**Your goal**
Take each line of the listing that has the string "هريره" and report it.

**Data**
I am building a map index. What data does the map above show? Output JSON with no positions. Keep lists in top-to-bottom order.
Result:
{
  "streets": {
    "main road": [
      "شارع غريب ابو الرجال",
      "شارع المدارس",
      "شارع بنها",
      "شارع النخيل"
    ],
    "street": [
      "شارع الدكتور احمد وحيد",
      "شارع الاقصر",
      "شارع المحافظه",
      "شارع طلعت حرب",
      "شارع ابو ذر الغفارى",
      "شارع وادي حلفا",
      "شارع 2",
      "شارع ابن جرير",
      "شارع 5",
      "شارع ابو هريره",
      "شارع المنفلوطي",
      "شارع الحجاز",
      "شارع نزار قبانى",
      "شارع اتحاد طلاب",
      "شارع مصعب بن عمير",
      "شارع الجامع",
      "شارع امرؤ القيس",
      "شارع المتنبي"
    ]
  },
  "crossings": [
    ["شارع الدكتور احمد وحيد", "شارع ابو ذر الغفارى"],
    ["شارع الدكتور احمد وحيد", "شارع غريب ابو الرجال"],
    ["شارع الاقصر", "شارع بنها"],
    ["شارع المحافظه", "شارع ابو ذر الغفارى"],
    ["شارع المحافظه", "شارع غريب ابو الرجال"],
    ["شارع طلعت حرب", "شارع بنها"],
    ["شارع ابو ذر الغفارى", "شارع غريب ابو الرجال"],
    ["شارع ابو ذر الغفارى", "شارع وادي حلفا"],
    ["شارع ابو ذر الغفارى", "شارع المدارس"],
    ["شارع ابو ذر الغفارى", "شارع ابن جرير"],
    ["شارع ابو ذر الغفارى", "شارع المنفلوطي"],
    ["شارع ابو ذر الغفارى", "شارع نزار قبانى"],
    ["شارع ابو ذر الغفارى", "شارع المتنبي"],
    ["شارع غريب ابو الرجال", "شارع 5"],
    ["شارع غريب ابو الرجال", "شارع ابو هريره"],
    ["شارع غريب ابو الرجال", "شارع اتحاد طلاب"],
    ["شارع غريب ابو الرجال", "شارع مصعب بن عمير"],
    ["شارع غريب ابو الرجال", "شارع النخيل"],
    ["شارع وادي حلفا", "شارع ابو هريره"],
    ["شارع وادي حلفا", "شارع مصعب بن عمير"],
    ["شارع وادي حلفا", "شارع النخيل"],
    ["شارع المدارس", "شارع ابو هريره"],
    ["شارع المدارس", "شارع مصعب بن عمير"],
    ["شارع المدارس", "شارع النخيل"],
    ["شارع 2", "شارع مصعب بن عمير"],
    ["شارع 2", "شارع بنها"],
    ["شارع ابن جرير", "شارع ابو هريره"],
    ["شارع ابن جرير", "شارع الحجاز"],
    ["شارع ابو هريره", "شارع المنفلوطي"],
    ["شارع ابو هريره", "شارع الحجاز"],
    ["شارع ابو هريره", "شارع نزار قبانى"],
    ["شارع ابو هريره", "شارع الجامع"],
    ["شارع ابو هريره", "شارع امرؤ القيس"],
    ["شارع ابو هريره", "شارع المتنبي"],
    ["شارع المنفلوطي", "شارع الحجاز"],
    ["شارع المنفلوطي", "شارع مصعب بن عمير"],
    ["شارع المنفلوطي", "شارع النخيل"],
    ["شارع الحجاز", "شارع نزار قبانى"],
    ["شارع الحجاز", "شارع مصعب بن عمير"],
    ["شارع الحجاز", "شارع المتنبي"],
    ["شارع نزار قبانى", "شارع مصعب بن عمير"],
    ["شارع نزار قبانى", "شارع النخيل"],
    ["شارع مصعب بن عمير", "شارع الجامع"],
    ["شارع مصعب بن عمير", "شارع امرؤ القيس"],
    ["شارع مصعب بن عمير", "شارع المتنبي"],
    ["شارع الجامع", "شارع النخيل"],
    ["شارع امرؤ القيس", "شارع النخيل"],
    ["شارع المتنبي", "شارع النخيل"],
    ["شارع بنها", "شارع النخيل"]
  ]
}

**Task response**
      "شارع ابو هريره",
    ["شارع غريب ابو الرجال", "شارع ابو هريره"],
    ["شارع وادي حلفا", "شارع ابو هريره"],
    ["شارع المدارس", "شارع ابو هريره"],
    ["شارع ابن جرير", "شارع ابو هريره"],
    ["شارع ابو هريره", "شارع المنفلوطي"],
    ["شارع ابو هريره", "شارع الحجاز"],
    ["شارع ابو هريره", "شارع نزار قبانى"],
    ["شارع ابو هريره", "شارع الجامع"],
    ["شارع ابو هريره", "شارع امرؤ القيس"],
    ["شارع ابو هريره", "شارع المتنبي"],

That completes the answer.